The mesquites are gravid with pods, though many trees are still in bloom and I take in delicious, deep drafts of the sweetness, allergies be damned. The calves are eating the flower spikes as if they were popsicles, their mammas reaching higher for the even headier and protein-rich catkins of Catclaw Acacia, with blossoms that fill the air with an indescribably rich fragrance one might only come on in perfume shops hidden down tangled alleys of old Mombasa.

Seven almost-grown Mule Deer join me on the pasture as I head out across to turn down the risers to conserve untold thousands of gallons of water that would keep flowing out if I didn’t. It is always a big hassle to do this, but I don’t dare waver from the chore. The deer are unsure of me yet also quite unafraid and they let me approach closely as I tend to my own business at hand. They come to graze on the yellow sweet-clover which in its tall drifts is loudly abuzz with honeybees, and there is the maturing barley, oats, wheat and rye, the globemallow, bermudagrass and saltweed for them and the javelina, Coues’ Deer, jackrabbits and cottontails–and the cattle.

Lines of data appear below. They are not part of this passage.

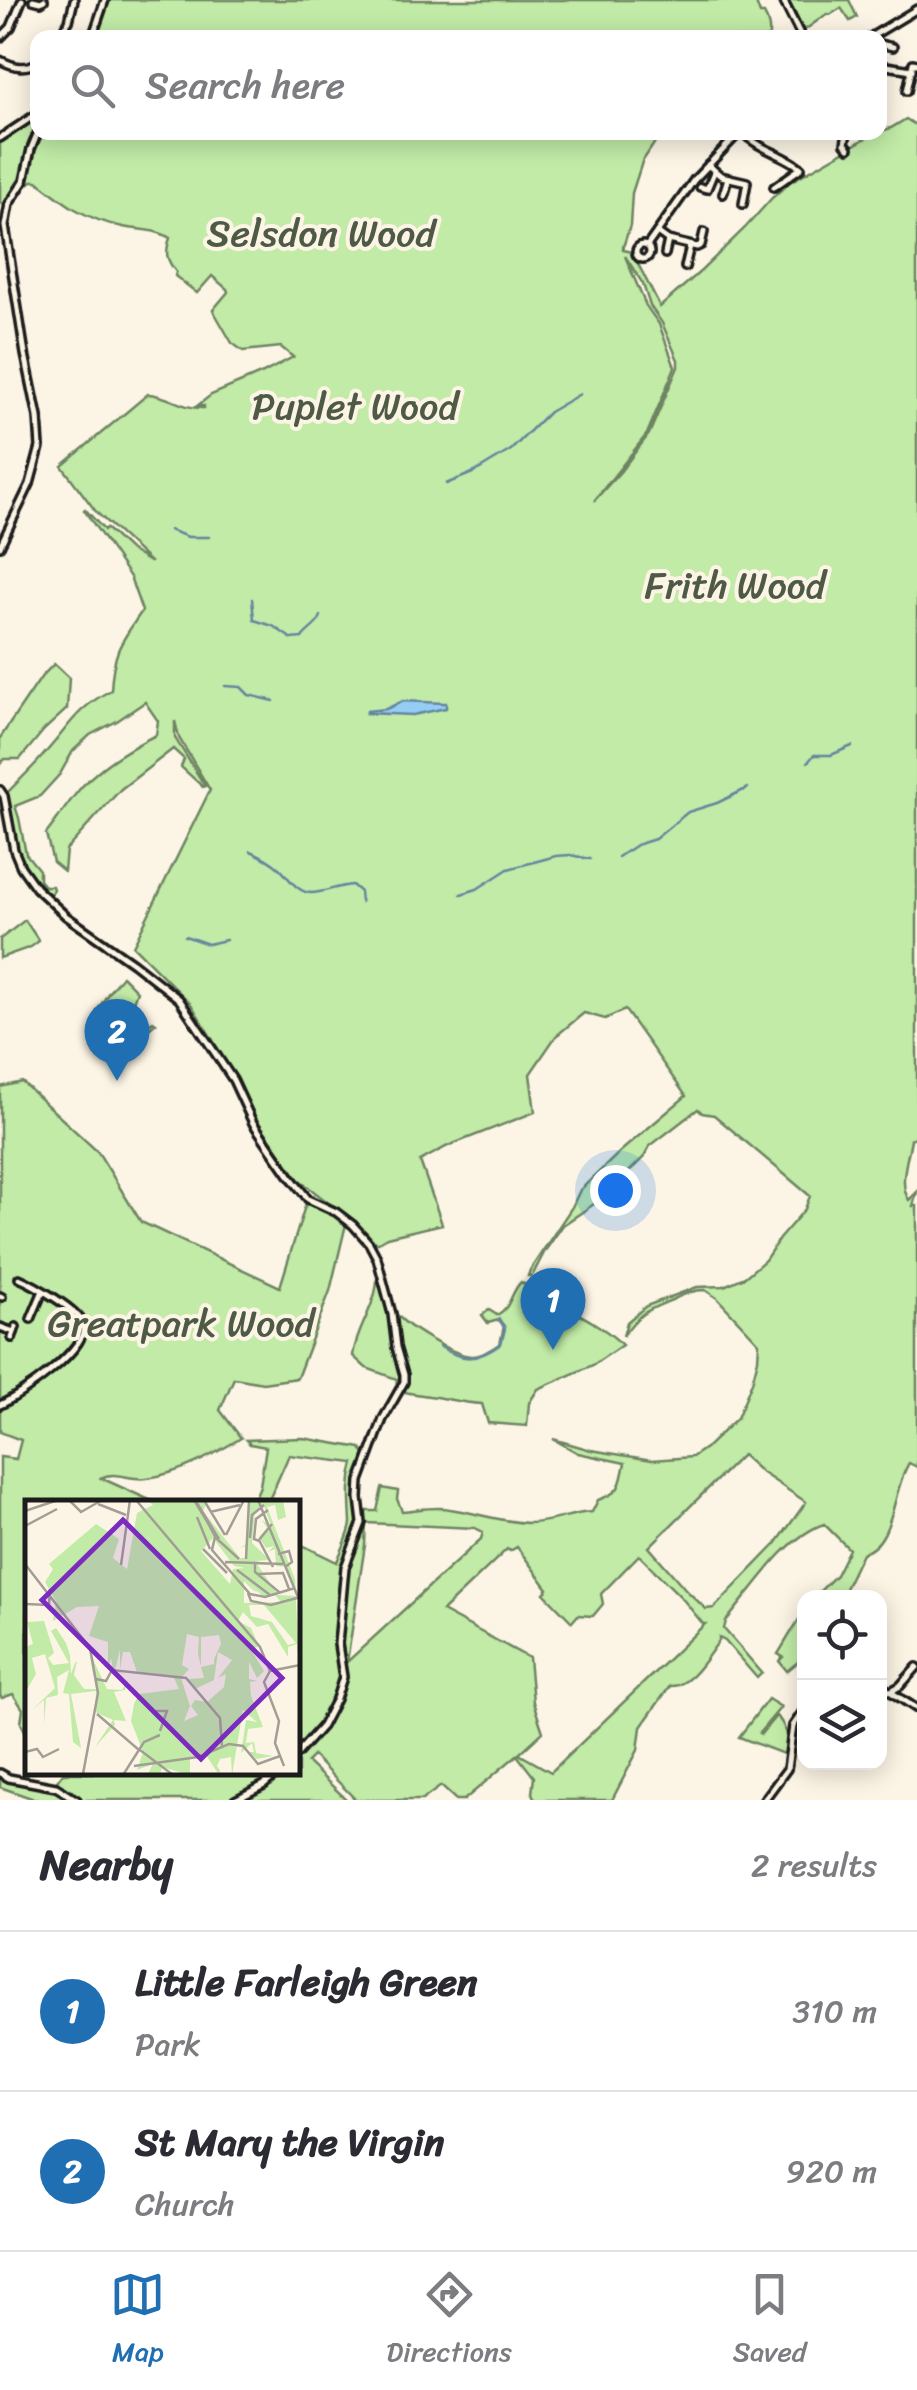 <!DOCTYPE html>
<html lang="en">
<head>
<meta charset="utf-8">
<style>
  :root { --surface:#fff; --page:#f7f7f7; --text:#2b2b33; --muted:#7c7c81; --line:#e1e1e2; --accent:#1f6fb2 }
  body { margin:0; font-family:Sriracha,sans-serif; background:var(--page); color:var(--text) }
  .controls { position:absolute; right:30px; bottom:30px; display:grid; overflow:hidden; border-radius:20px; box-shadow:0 5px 25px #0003 }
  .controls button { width:90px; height:90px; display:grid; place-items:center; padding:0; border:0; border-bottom:2px solid var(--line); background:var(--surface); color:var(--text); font:50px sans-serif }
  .you { position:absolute; left:615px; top:1190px; width:35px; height:35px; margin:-25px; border:8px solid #fff; border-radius:50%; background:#1a73e8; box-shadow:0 0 0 15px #1a73e833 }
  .badge { display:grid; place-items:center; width:65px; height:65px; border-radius:50%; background:var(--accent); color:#fff; font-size:32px; font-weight:700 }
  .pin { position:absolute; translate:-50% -82px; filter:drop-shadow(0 2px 5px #0008) }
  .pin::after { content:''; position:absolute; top:52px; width:35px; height:30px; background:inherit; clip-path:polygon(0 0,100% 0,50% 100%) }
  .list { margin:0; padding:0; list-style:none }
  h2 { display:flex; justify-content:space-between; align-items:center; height:130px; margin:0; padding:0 40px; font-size:42px }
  h2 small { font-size:32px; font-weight:400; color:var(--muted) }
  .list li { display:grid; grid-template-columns:65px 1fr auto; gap:30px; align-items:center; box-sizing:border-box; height:160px; padding:0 40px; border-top:2px solid var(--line) }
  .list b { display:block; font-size:38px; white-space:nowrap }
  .list p { margin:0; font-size:32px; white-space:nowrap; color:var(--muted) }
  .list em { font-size:32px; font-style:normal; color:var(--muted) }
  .icon { flex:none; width:55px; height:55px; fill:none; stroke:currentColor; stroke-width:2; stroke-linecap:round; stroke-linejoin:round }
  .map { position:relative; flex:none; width:917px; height:1800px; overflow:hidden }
  .search { position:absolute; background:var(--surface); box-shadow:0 5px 25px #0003; left:30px; right:30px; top:30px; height:110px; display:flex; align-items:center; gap:25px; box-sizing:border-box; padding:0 35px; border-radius:20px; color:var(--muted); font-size:38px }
  .sheet { height:450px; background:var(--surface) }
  nav { display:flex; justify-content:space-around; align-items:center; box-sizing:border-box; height:140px; border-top:2px solid var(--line); background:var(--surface); font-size:28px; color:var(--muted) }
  nav a { display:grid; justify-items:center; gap:5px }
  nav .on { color:var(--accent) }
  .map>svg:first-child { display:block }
  .green { fill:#c1eba7; stroke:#6e8462; stroke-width:2.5; fill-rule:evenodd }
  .water { fill:#95cdf4; stroke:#65869e; stroke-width:2.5 }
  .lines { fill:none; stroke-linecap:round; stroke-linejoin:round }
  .stream { stroke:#65869e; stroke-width:2.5 }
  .minor-casing { stroke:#1c1c1c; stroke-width:12 }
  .minor { stroke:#fcf5e5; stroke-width:5 }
  .labels { text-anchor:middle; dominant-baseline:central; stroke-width:8; stroke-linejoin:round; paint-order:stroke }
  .park-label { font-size:38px; fill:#4e5a46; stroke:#fcf5e5 }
  .inset-road { fill:none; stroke:#a29e95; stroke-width:2.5 }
  .view { fill:#7b2cbf; fill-opacity:0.15; stroke:#7b2cbf; stroke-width:5 }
  .inset-edge { fill:none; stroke:#1c1c1c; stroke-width:5 }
</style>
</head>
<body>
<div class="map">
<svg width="917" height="1800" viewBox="0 0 917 1800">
  <rect width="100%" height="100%" fill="#fcf5e5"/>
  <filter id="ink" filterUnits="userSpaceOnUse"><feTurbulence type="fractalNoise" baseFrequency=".01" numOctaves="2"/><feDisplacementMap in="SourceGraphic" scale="20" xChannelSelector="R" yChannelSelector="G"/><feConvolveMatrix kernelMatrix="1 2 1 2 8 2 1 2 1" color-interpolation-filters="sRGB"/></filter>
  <g filter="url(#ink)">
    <g class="green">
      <path d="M109,0H755L760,14H764C768,20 771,32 768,38H96Z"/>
      <polygon points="785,0 849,0 857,17 850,21 841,8 830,15 827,14 802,32"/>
      <polygon points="37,115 37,128 27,149 22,178 6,206 0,203 0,140"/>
      <path d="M906,119L917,126V1136L911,1139C908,1159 898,1183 909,1200L917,1192L913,1206H917V1467L909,1463C892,1489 895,1545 862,1553L841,1597H814L836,1575L849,1549L824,1524C785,1537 753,1590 726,1621L724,1629L762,1673L757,1678L725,1641L719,1638V1641C707,1656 691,1687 670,1686L641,1727L638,1750L612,1800H535L532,1793L534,1777L517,1755L464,1800H456L441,1786L422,1800H356L313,1756L307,1762L347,1800H81L55,1784L63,1773L298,1772V1543L337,1562C341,1550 351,1534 351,1522C350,1501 348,1484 354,1463L289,1455L268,1502H253L260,1486L266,1447L250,1444L246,1440L303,1438L361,1448L366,1456L356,1492L359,1515L366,1516V1511H377L382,1488L398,1491L397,1499L402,1511C418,1510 435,1506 450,1509C477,1513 502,1522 529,1523C551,1523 571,1513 592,1512L598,1500C622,1492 620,1485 625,1463L578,1453L553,1439L591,1450L652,1460L692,1457L708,1446L737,1418L752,1382L758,1359L759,1343L717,1298L705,1290C693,1290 685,1294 674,1299C648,1310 639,1312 623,1336L627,1322L646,1306L697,1287L724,1286L745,1277L765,1260L779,1239L805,1209L810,1196L714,1115L702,1113L698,1109L650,1146L644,1157L603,1198L563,1225L545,1251L532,1276H528L530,1270L572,1207L580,1190L621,1151L686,1096L625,1010L605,1019L584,1013L556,1036L530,1074L535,1112L448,1146L420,1161L442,1224L387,1237L375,1244L367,1233L298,1179L253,1114L239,1083L191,1004L133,946L210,790L179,738L175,721V738L205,786L203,787L181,767L184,759L173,749L121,789L66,850L64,871L53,862L46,834C62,814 76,789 96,773C110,760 139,743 156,735L158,721L145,702L117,721L90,735L73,751L60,774L40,796L15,806L19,818L26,854L39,870V880L44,886H52L53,889L50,896L53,901C19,873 11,836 6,794C19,780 34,767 46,752C72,723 75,710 111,690C113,651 121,642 142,611L130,577L84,510L85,509L104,530L106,528L128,549L151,563L97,513L62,466L148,394C169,395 181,409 204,408V406H197L211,395L263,373L293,357L281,347L243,351L232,343L213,310L228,292L227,289L212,276L197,293L175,276L176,272C166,259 165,253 170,238C156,229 139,230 123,227C85,219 67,205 37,181H32L27,185L25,183L32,152L41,133H661L642,162L632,193L630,226L623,247V250L632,252L660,307L702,270L745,228L772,198L790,182L875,133L891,128ZM625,256L643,284L650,306L662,323L678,360V367L649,434L620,472L594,501L647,434L675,367L659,324L646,306ZM742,1455L761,1472L806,1502L776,1544L714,1608L706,1609L687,1591L649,1547ZM366,1523L475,1528L483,1532L481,1539L347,1662L365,1545ZM517,1547L548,1589L544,1593L572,1622L578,1615L593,1616L603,1604L601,1594L639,1555L681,1597L703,1624H705L551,1772L519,1754L543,1732L533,1702L529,1658L442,1611L507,1549L510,1551Z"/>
      <polygon points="54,664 69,678 67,709 44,730 20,759 5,759 0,764 0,738 42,676"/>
      <polygon points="25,920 39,941 31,947 0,958 0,939"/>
      <polygon points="122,976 137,991 127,1019 144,1027 153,1021 156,1023 137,1039 97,1011 109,992"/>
      <path d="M22,1082L98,1152L141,1222L280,1287L309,1193L347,1220L330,1291L297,1378L263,1383L234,1378L220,1410L241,1438C211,1456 182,1473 147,1478C131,1481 115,1470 101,1478L154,1502H28L27,1735L21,1723L23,1709L13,1694L2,1698L0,1696V1457L16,1459L21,1440L0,1432V1087Z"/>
      <path d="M382,1273C386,1285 388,1301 395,1312C404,1326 453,1355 471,1356C481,1357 491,1349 500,1344L504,1326L499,1320L488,1323L482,1315L489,1310L497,1315C512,1307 510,1293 521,1282C550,1301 599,1320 622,1345L593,1365L538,1389L529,1403L527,1426L488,1423L482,1404C461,1403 449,1399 429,1396C416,1393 406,1395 396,1387L397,1379L366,1368L353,1356C356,1328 379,1303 377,1274Z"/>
      <polygon points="804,1611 804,1657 787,1671 779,1661 783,1657 778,1654"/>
      <path d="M768,1699L781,1707L759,1733L761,1734L776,1716C788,1726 787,1741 786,1755L739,1737Z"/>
      <polygon points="0,1775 17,1781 54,1789 73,1800 37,1800 0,1787"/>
    </g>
    <polygon class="water" points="403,701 443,703 446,703 446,708 413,715 366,713 367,711 386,709"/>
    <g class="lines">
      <g class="stream">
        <polyline points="446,484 475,472 511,450 549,412 580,394"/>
        <polyline points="169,530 188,537 209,537"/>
        <path d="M252,599L254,620L273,626L292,639L302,638C308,629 318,626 321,616"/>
        <polyline points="225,686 241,687 249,695 274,701"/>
        <polyline points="808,762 814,755 831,755 852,746"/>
        <path d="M251,851C260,855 271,861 279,868C289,877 296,892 311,893C323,893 338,886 352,885L360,892L361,902"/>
        <polyline points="618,857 636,845 655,839 688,812 717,803 748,788"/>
        <polyline points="461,894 477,889 508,869 556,856 570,855 590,859"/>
        <polyline points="185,936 208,944 226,940"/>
        <path d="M439,1346C463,1362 477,1361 501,1344L505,1329L499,1319"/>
      </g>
      <g class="minor-casing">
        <g id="minor">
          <polyline points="33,0 41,2 44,0"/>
          <polyline points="783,0 802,38"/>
          <polyline points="0,38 11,27 22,0"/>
          <polyline points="58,38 69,21 74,0"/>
          <polyline points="92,38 105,0"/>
          <polyline points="869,38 917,9"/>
          <polyline points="880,44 893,47"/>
          <path d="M0,60C13,67 25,70 38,62"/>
          <polyline points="880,65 912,70"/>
          <polyline points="907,91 913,63 917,64"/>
          <path d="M742,132C761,151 782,153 801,168L774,187"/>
          <polyline points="847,132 845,144 849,148"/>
          <polyline points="0,138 38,113"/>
          <polyline points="708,165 721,176 747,182 743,204"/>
          <polyline points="700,187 707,189 714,172"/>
          <polyline points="723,194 728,178"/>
          <polyline points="657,232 668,240 697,247 701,245 704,232"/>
          <circle cx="643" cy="252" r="7"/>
          <polyline points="647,246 694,180 740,132"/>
          <polyline points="665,254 668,240"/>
          <polyline points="685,267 690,246"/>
          <polyline points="0,546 30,484 40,447 38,417 25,354 5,226 9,204 24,181 31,149 38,132"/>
          <polyline points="0,790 4,796 14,850 21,867 36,888 66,916 133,963 179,999 233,1080 253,1123 289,1175 308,1199 336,1212 353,1225 369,1243 377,1258 392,1314 396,1347 404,1375 404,1382 383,1419 360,1481 359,1498 362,1523 345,1567 338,1644 343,1677 336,1699 322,1726 298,1753"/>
          <polyline points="0,1296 2,1297"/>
          <polyline points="31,1319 42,1293"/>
          <polyline points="0,1327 14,1332"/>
          <polyline points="12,1338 16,1327"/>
          <path d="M0,1405C19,1396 90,1349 83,1324C79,1310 33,1284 19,1278"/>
          <polyline points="880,1685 917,1709"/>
          <polyline points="891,1691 900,1686 917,1667"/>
          <polyline points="0,1773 9,1778 56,1787 77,1800"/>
          <polyline points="235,1800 264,1785 279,1772"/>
          <polyline points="764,1800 787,1769 793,1726 804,1710"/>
        </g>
      </g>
      <use href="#minor" class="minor"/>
    </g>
  </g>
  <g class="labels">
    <g class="park-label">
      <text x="321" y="233">Selsdon Wood</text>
      <text x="355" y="406">Puplet Wood</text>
      <text x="735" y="585">Frith Wood</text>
      <text x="181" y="1323">Greatpark Wood</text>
    </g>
  </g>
  <g transform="translate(25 1500)">
    <rect width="275" height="275" fill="#fcf5e5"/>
    <path d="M122,0H183L178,11L215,58H220V46L215,48L221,44L224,0H258L261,17L253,20L250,5L242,7L270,79L274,165L272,144L263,147V157L243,124L232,127L218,112L213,121L226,128L234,146L226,150L239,171L232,178L224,162V179L232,181L225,182L226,196L238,227L223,229L221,243L229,242L231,253L248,256L231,259L223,252H229L227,243L216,253L221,220L232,222L218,210L207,275L206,257L195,259L192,266L195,270L194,275L181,255L165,257V275L137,267L135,275H122L128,264L112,270L118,252L106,221L109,204L114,194L154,189L149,178L112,172L105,152H98L95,170V150L90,170L101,175L88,170L86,158L83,169V142L64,136L74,106L52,107L28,121L31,102L20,82L28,69L24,64L71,24L94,39L88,58L102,69L112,13L128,5ZM239,6L246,26L237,20L242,28L234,37L241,48L249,46L243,52L250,49L251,66L231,61L245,60L227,43L230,11ZM188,38L209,66L220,68L208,69L205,84L176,51ZM232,64L261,67L271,96L253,95ZM212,72L240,98L250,95L256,102L219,103V81L228,90L234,93ZM224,105H239L271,143L263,145L247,122L226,116ZM162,134L174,137L173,154L176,166V137L194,135L196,144L189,159V164L176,167L179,178L163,179L170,189L189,180L193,152L207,160L193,178L201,174L199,187L182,202L170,200L166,206L173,215L159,221L165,206L156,178L164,169L157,165ZM19,121L29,153L23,158L28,165L44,163L26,131L31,128L41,143L45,155L46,174L50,163L52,161L49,175L59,189H71L64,151L82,189L97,190L103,180L100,190L89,192L101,221L89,220L90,225L70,247L88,220L70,212L71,191L46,194L56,248L48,242L44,194L38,193L44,170L32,177L33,195L21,198L19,224V200L7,210L30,188L20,154L7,158L11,174L0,193V147L8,144L2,122Z" fill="#c1eba7" fill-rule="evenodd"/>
    <path class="inset-road" d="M44,0L56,12L77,0M111,0L235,147L245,171M169,0L192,38M233,0L275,102M180,2L200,35M73,4L101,15M0,11L33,0M185,12L215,5M172,17L185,49M247,24L234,40L248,67M0,26L32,9M201,35L219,0M190,37L187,50L225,94L240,97L270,88M225,38L227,15L239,5M194,39L172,3L191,38L214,59M234,41L229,39L231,19L243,10M178,49L202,73M253,54L264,51L267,62L260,67M221,59L224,0M200,62L258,64M230,62V72L254,92M0,64L65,148L73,193L58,274M96,65L105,0M212,70L245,95M233,74L258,73L264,89M223,93L226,101L246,105L272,98M0,104L24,105L25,89M245,171L239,182L254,221L250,243L259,266M245,171L275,165M71,179L81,181L87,170L161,178L195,218L197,246M131,211H142L135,231M72,214L114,250M115,250L148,275M0,252L12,249L18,257L34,249M109,266L173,257L204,244L218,246L233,264L255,256M98,275L119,242L135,235"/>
    <path class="view" d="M98,20L257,178L176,259L17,100Z"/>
    <rect width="275" height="275" class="inset-edge"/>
  </g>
</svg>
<div class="controls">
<button><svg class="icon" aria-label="locate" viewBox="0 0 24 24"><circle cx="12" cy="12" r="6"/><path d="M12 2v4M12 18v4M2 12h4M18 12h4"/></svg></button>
<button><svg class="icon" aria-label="layers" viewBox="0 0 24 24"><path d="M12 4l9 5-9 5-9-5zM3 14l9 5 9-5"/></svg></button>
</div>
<div class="you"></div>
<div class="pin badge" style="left:553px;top:1350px">1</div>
<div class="pin badge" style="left:117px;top:1081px">2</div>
<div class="search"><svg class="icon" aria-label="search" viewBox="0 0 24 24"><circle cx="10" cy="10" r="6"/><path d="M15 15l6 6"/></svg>Search here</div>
</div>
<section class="sheet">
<h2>Nearby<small>2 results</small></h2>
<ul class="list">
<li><span class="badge">1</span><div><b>Little Farleigh Green</b><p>Park</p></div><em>310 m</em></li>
<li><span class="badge">2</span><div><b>St Mary the Virgin</b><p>Church</p></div><em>920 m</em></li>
</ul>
</section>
<nav>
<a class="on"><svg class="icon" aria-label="map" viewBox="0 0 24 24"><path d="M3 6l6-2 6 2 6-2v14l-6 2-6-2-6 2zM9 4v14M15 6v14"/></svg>Map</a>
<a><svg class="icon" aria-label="directions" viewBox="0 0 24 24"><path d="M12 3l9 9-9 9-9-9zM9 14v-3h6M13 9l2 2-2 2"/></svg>Directions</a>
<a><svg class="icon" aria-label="saved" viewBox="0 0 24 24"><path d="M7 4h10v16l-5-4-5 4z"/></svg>Saved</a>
</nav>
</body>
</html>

These Mule Deer have the same power to enchant as the Catclaw blooming at the pastures’ edges, are so startling in their near-tameness as to seem visitors from one of the Yaqui ania “dream worlds” (if dream they be) where all is flowery and the streams do run. The Yaquis would understand how all in the crepuscule here is not as it appears, living as they do at the other book-end of this Sonoran Desert where their own rio comes to the sea, or at least used to. As I learned from spending a winter in the extreme south of Sonora, everyday life at the opposite shore of this desert is in many ways like ours, at least here in this wild valley of unpaved roads and people who know that as with the word “cowboy”, “neighbor” is both noun and verb.

The physical surroundings of that far land in Sonora take little adjusting to if once you have become at-home on the San Pedro, and I look up from the Mule Deer to hills and peaks that remind me of that beloved part of Mexico. The colors at this season, above the lush riverbottom flats I and the deer stand on, are the same grays and pale browns of the monte mojino–the “tropical deciduous forest”–of Alamos, only here the trees and shrubs are shorter, with no closed canopy because we are much colder though that is hard to remember just now with the afternoon temperatures always in the 90s and very soon in the 100s. Our grays and browns are even more pronounced than usual, because the last rains of any note fell eight months ago on this range. We end up with no closed canopy here on our hills not only because of the cold, but because of the dryness: it looks like every last Foothills Paloverde up there has gone from green to brown and died outright from the drought. The O’odham believe that saguaros we see had once been individual people, and so I can imagine the few of these cactus trees that we look up at on those heat-shattered hills among the dead paloverdes are longing for the arrival of the temporales. The saguaros struggled to bloom this year, and none of them flowered right around here. Will it rain this summer? Will it ever rain again? Yessir, eventually.